More than 20 times in all.
Bob Castellini had built a top club, but he could never be sure exactly where it was pointed.
Other factors emerged:
The Cardinals had reloaded.
The Pirates were back from the dead.
In the standings, the Reds were always a slot or two behind. That was true despite another great effort from the starting rotation.
Mat Latos gained maturity.
Bronson Arroyo maintained consistency.
Mike Leake brought reliability.
And Homer Bailey made history again with his second no-hitter in two seasons.
The Reds were stellar up front and they remained nearly airtight at the back.
Aroldis Chapman stayed a closer, keeping fans with one eye on the gun and the other on the final out.
The major acquisition, Shin-Soo Choo, was everything the Reds had hoped for and probably a little more.

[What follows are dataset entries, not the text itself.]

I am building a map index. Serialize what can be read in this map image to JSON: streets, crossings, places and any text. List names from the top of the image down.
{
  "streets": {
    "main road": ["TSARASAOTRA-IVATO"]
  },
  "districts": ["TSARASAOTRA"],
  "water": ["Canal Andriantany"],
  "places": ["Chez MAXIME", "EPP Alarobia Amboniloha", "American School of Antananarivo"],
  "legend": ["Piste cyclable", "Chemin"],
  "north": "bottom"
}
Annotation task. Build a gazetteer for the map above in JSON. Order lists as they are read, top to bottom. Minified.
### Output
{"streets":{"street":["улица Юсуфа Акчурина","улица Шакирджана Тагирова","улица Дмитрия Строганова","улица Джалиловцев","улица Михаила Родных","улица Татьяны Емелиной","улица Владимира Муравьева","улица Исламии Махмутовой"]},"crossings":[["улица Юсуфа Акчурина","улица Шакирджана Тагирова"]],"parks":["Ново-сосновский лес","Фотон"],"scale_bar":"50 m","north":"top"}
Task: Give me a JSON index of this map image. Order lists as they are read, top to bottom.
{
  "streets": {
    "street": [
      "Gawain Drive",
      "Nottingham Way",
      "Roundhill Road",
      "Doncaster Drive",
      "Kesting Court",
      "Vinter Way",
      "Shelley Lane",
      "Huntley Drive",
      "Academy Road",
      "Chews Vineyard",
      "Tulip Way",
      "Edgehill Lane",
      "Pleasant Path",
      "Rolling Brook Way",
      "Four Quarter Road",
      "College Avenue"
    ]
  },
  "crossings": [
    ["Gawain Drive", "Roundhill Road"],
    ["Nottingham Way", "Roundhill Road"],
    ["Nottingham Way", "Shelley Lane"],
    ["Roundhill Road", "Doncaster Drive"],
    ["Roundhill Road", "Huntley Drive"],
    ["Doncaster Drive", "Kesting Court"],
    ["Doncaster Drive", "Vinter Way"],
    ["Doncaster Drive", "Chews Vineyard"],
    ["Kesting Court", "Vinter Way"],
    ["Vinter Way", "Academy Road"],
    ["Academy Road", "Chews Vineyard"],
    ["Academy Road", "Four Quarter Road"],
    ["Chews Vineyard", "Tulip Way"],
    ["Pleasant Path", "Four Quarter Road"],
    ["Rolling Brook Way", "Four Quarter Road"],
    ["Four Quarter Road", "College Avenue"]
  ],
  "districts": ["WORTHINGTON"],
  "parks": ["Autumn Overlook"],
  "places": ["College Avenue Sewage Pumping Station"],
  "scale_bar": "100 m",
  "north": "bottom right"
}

But for others, the stats slipped.
The fact is, the Reds just had trouble scoring runs.
A season of anticipation gave way too often to exasperation.
The Reds could put em on, move em over, but time and again couldn’t get them in.
Still, the Reds weren’t ordinary. Their talent holds up well against just about any other team in the league.
Which is what we saw on the field in Goodyear – a 90-win team.
It was exactly that, with extra motivation because of how 2012 ended.
Joey Votto: “Just thinking about the playoffs, getting to the playoffs. But I don’t think we’ll be able to get over it until we have an opportunity to make up for it, hopefully next October.”
The Reds will play again in October. Whether they will erase that memory and create some new ones remains to be seen.